TASK REQUIREMENTS:
How do the records below read from their first line through the line containing "position:relative; width:609px; height:1643px;"? Write those lines out exactly.

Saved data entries
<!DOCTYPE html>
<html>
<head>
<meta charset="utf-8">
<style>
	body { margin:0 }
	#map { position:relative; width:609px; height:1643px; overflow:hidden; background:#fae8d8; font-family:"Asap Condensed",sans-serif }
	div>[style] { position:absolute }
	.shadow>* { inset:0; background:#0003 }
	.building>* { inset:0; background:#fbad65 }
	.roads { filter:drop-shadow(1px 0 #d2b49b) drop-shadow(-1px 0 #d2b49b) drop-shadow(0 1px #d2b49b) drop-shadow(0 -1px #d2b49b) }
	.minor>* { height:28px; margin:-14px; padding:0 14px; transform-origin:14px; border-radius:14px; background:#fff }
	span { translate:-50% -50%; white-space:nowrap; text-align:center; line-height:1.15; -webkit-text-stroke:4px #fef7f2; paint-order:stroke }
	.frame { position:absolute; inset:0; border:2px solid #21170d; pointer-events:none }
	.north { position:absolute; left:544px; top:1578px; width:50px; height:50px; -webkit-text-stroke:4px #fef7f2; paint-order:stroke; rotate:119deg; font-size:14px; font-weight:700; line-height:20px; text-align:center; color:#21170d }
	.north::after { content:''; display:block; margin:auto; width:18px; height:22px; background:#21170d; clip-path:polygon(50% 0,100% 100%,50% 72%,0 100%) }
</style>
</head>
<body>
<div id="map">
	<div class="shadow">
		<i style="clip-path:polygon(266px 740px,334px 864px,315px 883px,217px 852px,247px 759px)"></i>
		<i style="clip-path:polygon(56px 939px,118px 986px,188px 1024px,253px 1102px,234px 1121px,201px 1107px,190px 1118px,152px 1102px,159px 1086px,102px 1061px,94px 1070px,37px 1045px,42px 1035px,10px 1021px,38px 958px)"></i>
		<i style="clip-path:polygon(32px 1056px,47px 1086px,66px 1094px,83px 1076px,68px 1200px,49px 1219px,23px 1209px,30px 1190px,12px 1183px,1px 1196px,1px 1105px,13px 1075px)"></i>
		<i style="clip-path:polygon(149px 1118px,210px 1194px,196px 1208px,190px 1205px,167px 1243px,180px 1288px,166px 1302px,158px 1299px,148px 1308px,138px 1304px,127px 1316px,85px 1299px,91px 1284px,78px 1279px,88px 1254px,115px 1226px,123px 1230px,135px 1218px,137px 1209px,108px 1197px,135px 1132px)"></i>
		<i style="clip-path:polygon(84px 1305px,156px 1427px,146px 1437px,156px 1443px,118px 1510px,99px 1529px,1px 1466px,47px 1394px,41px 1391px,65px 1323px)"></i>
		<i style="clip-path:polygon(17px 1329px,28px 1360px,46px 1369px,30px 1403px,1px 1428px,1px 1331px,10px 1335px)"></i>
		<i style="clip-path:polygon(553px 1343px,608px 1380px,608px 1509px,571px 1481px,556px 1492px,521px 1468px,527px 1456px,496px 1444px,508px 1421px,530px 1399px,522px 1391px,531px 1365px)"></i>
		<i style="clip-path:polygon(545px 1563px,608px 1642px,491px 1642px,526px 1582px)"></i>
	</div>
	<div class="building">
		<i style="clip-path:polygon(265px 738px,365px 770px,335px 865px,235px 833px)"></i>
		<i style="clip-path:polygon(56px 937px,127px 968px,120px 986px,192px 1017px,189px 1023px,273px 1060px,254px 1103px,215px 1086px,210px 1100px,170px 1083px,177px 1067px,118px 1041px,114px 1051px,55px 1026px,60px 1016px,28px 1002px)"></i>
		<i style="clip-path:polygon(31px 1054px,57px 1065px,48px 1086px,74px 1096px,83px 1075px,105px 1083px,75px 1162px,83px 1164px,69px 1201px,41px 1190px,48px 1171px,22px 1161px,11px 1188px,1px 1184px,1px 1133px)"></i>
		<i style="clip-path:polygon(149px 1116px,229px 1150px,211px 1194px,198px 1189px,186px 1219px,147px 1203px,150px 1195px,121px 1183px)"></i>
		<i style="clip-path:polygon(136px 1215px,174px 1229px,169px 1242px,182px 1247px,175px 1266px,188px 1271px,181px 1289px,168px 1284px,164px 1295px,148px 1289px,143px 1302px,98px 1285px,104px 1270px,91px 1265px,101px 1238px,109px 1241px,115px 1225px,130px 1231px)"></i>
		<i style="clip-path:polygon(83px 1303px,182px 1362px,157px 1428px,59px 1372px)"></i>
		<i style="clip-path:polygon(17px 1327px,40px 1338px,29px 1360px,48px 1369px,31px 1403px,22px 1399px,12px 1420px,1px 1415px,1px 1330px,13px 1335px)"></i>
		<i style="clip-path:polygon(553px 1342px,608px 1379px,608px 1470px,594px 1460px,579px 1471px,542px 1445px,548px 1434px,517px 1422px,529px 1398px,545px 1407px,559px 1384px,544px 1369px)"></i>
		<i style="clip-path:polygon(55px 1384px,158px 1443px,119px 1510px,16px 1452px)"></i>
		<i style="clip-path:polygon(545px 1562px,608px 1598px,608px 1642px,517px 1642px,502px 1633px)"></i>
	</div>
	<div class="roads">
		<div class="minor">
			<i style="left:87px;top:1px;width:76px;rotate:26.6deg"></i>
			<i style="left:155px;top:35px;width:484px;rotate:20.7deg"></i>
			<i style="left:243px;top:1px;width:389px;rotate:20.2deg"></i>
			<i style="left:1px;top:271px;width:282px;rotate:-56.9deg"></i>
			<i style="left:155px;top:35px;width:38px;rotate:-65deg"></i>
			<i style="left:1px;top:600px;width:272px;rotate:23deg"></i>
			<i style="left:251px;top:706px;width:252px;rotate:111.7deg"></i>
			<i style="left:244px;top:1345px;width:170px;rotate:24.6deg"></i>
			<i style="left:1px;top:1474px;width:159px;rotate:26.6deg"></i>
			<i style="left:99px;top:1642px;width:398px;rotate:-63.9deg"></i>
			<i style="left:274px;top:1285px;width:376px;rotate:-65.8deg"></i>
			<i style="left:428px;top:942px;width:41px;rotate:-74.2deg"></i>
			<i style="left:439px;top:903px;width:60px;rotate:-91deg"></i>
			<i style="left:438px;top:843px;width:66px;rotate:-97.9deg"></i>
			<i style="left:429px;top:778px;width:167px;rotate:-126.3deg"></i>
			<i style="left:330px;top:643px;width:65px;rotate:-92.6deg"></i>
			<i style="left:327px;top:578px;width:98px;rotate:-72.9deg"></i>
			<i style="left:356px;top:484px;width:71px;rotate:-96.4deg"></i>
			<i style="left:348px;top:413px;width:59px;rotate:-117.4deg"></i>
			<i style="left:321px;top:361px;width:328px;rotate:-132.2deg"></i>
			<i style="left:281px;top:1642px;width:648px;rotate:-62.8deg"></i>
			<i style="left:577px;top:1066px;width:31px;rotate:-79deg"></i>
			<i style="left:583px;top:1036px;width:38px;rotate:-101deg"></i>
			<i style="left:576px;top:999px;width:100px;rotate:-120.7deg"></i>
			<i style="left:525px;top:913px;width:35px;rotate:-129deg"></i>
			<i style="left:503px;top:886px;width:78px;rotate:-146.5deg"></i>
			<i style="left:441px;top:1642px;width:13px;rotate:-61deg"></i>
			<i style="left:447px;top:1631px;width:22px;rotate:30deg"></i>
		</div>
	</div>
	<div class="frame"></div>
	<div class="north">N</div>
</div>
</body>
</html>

OUTPUT:
<!DOCTYPE html>
<html>
<head>
<meta charset="utf-8">
<style>
	body { margin:0 }
	#map { position:relative; width:609px; height:1643px; overflow:hidden; background:#fae8d8; font-family:"Asap Condensed",sans-serif }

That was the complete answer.